Si les nombreux décès qu’engendrent les guerres sont d’une gravité incontestée, plusieurs autres conséquences environnementales surviennent lors de conflits armés : érosion des sols, destruction de forêts, pollution des mers, etc. Ces conséquences à long terme deviennent, elles aussi, un fléau pour les populations au front.
Quand il est question des guerres qui ont eu un impact négatif considérable sur l’environnement, trois conflits en particulier ont été reconnus pour la toxicité de leurs pratiques, estime la chargée de cours en droit de l’Université Laval, Camille Marquis Bissonnette. Il y a d’abord la Seconde Guerre mondiale, puisque les États-Unis se sont servis d’armes atomiques au Japon. La guerre du Vietnam, où « l’usage massif de “l’agent orange” [l’un des herbicides utilisés par l’armée américaine qui causait la mort de la végétation] a détruit 14% des forêts [du pays] », est aussi importante sur ce plan. Enfin, elle nomme la Première guerre du Golfe, qui a causé un déversement important d’hydrocarbures dans la mer.
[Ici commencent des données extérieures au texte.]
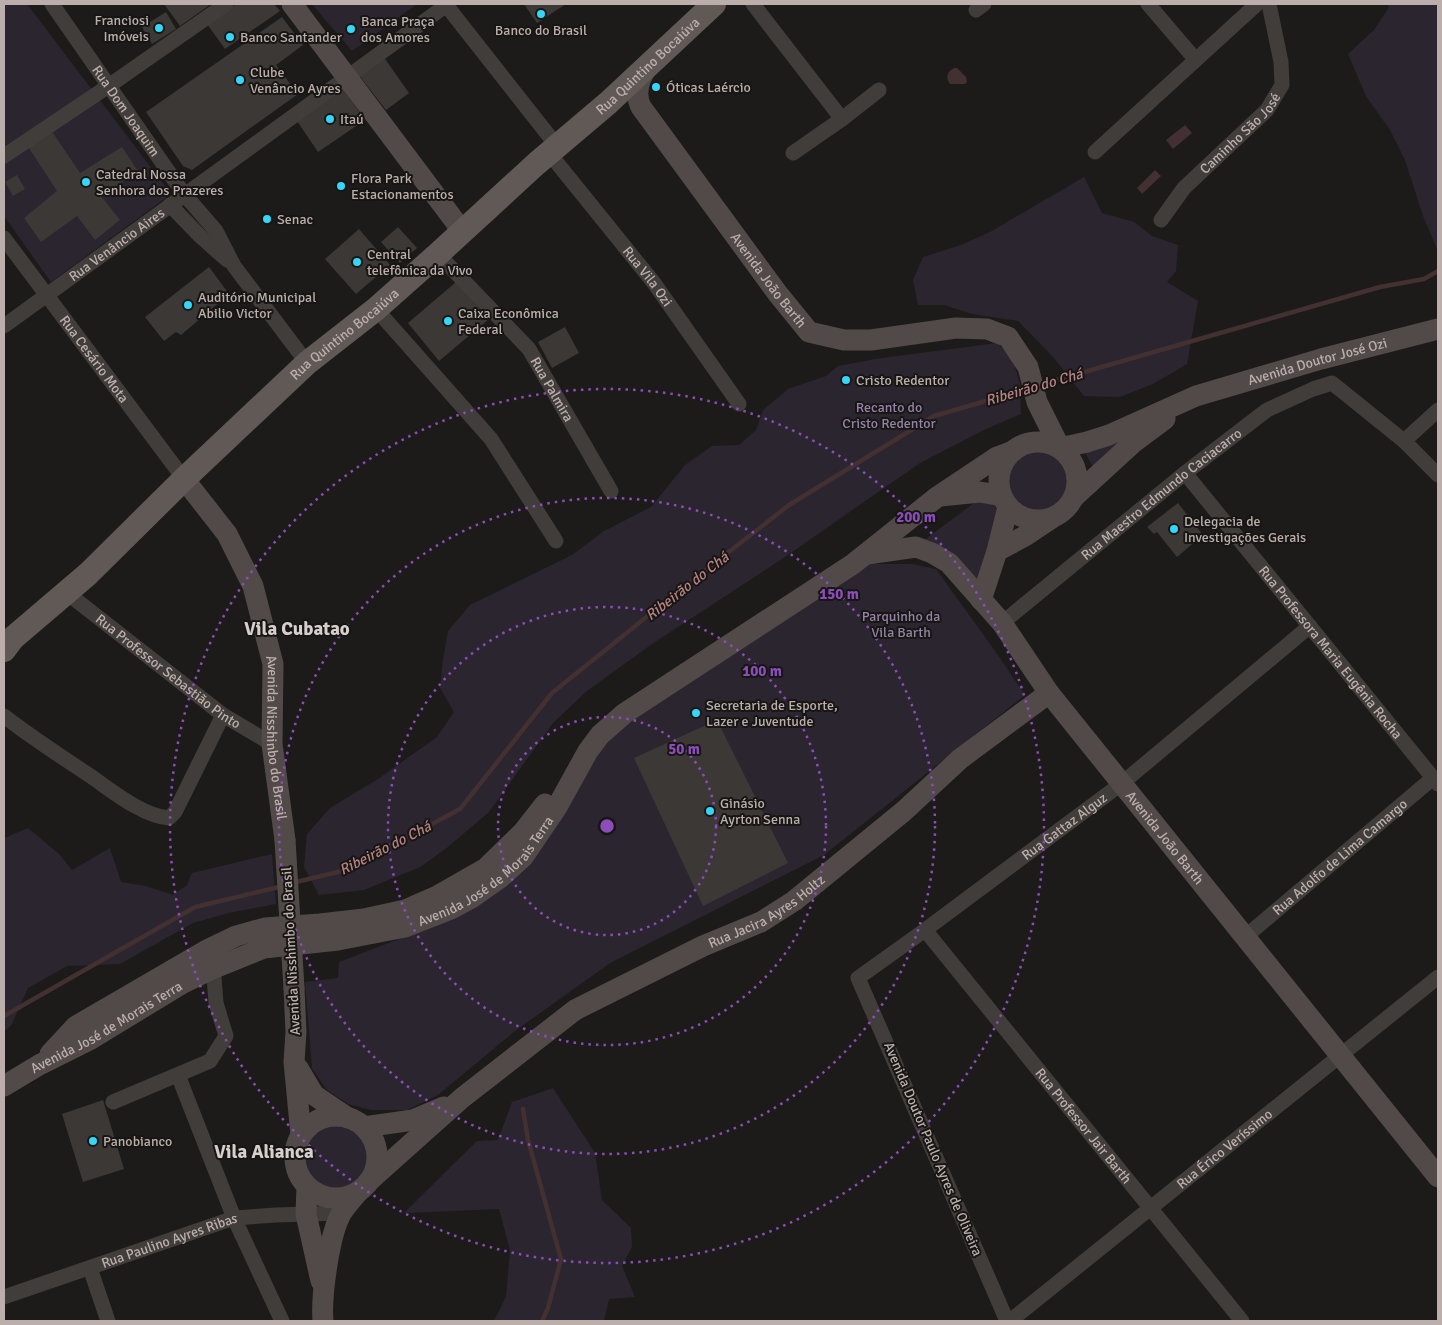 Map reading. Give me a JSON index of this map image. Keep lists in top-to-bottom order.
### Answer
{
  "streets": {
    "main road": [
      "Rua Quintino Bocaiúva",
      "Avenida João Barth",
      "Avenida Doutor José Ozi",
      "Avenida Nisshinbo do Brasil",
      "Avenida José de Morais Terra",
      "Rua Jacira Ayres Holtz",
      "Avenida Nisshimbo do Brasil"
    ],
    "street": [
      "Rua Dom Joaquim",
      "Caminho São José",
      "Rua Venâncio Aires",
      "Rua Vila Ozi",
      "Rua Cesário Mota",
      "Rua Palmira",
      "Rua Maestro Edmundo Caciacarro",
      "Rua Professora Maria Eugênia Rocha",
      "Rua Professor Sebastião Pinto",
      "Rua Gattaz Alguz",
      "Rua Adolfo de Lima Camargo",
      "Rua Professor Jair Barth",
      "Avenida Doutor Paulo Ayres de Oliveira",
      "Rua Érico Veríssimo",
      "Rua Paulino Ayres Ribas"
    ]
  },
  "crossings": [
    ["Rua Quintino Bocaiúva", "Rua Dom Joaquim"],
    ["Rua Quintino Bocaiúva", "Rua Vila Ozi"],
    ["Rua Quintino Bocaiúva", "Rua Cesário Mota"],
    ["Rua Quintino Bocaiúva", "Rua Palmira"],
    ["Rua Quintino Bocaiúva", "Rua Professor Sebastião Pinto"],
    ["Rua Quintino Bocaiúva", "Avenida Nisshinbo do Brasil"],
    ["Rua Dom Joaquim", "Rua Venâncio Aires"],
    ["Rua Venâncio Aires", "Rua Vila Ozi"],
    ["Rua Venâncio Aires", "Rua Cesário Mota"],
    ["Avenida João Barth", "Avenida Doutor José Ozi"],
    ["Avenida João Barth", "Rua Maestro Edmundo Caciacarro"],
    ["Avenida João Barth", "Rua Gattaz Alguz"],
    ["Avenida João Barth", "Rua Adolfo de Lima Camargo"],
    ["Avenida João Barth", "Avenida José de Morais Terra"],
    ["Avenida João Barth", "Rua Jacira Ayres Holtz"],
    ["Avenida João Barth", "Rua Érico Veríssimo"],
    ["Rua Cesário Mota", "Avenida Nisshinbo do Brasil"],
    ["Avenida Doutor José Ozi", "Avenida José de Morais Terra"],
    ["Rua Maestro Edmundo Caciacarro", "Rua Professora Maria Eugênia Rocha"],
    ["Rua Professora Maria Eugênia Rocha", "Rua Gattaz Alguz"],
    ["Rua Professora Maria Eugênia Rocha", "Rua Adolfo de Lima Camargo"],
    ["Rua Professor Sebastião Pinto", "Avenida Nisshinbo do Brasil"],
    ["Avenida Nisshinbo do Brasil", "Avenida Nisshimbo do Brasil"],
    ["Rua Gattaz Alguz", "Rua Professor Jair Barth"],
    ["Rua Gattaz Alguz", "Avenida Doutor Paulo Ayres de Oliveira"],
    ["Rua Professor Jair Barth", "Rua Érico Veríssimo"],
    ["Avenida Doutor Paulo Ayres de Oliveira", "Rua Érico Veríssimo"]
  ],
  "districts": ["Vila Cubatao", "Vila Alianca"],
  "water": ["Ribeirão do Chá"],
  "parks": ["Recanto do Cristo Redentor", "Parquinho da Vila Barth"],
  "places": [
    "Banco do Brasil",
    "Franciosi Imóveis",
    "Banca Praça dos Amores",
    "Banco Santander",
    "Clube Venâncio Ayres",
    "Óticas Laércio",
    "Itaú",
    "Catedral Nossa Senhora dos Prazeres",
    "Flora Park Estacionamentos",
    "Senac",
    "Central telefônica da Vivo",
    "Auditório Municipal Abilio Victor",
    "Caixa Econômica Federal",
    "Cristo Redentor",
    "Delegacia de Investigações Gerais",
    "Secretaria de Esporte, Lazer e Juventude",
    "Ginásio Ayrton Senna",
    "Panobianco"
  ],
  "rings": [
    "200 m",
    "150 m",
    "100 m",
    "50 m"
  ]
}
L’un des conflits contemporains les plus médiatisés est le conflit syrien, déclenché lors du printemps arabe de 2011 par la répression violente de manifestations. Il n’est pas encore aisé de faire le bilan complet des impacts environnementaux sur le territoire syrien, étant donné qu’il s’agit d’un conflit inachevé en date d’aujourd’hui. Il existe cependant certaines études à cet effet. « L’usage d’armes dommageables pour l’environnement comme les armes chimiques, la destruction de raffineries ou d’usines de centrales électriques ont clairement nuit à l’environnement », avance Mme Marquis Bissonnette. Elle ajoute qu’en plus des conséquences environnementales, les effets de la guerre se matérialisent notamment par la vague de migrants syriens aux frontières grecques.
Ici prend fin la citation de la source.